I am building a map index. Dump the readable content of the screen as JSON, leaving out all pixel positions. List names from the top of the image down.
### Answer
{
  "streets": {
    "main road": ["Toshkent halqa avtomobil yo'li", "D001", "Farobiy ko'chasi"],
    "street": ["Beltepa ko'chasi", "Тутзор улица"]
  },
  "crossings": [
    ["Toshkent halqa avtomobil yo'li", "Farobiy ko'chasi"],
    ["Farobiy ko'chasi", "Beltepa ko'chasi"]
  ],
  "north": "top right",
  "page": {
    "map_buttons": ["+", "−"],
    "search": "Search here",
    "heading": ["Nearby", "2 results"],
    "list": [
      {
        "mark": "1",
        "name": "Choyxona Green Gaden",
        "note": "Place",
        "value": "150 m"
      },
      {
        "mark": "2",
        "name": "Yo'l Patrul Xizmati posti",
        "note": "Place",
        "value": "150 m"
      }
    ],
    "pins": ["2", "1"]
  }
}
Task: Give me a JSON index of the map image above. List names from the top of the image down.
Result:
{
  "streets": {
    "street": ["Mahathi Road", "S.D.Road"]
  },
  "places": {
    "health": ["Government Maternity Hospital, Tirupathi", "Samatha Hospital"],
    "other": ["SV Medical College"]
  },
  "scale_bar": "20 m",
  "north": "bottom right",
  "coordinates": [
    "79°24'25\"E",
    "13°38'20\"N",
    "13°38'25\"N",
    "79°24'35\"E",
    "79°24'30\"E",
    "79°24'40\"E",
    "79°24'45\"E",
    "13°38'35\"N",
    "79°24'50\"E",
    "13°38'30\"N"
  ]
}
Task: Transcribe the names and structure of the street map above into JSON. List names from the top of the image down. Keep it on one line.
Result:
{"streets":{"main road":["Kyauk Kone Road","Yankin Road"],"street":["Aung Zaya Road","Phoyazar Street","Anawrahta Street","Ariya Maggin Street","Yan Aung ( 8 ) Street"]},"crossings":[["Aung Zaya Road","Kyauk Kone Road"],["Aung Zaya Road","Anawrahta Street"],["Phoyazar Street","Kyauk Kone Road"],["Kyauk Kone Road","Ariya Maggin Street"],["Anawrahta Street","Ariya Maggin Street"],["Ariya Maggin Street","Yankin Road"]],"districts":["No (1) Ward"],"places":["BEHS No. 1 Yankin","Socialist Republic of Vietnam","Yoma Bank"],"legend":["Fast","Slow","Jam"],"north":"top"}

-------

> **Your goal**
Check every line above for the word "index" and copy those that have it.

> **Worked solution**
I am building a map index. Dump the readable content of the screen as JSON, leaving out all pixel positions. List names from the top of the image down.
Task: Give me a JSON index of the map image above. List names from the top of the image down.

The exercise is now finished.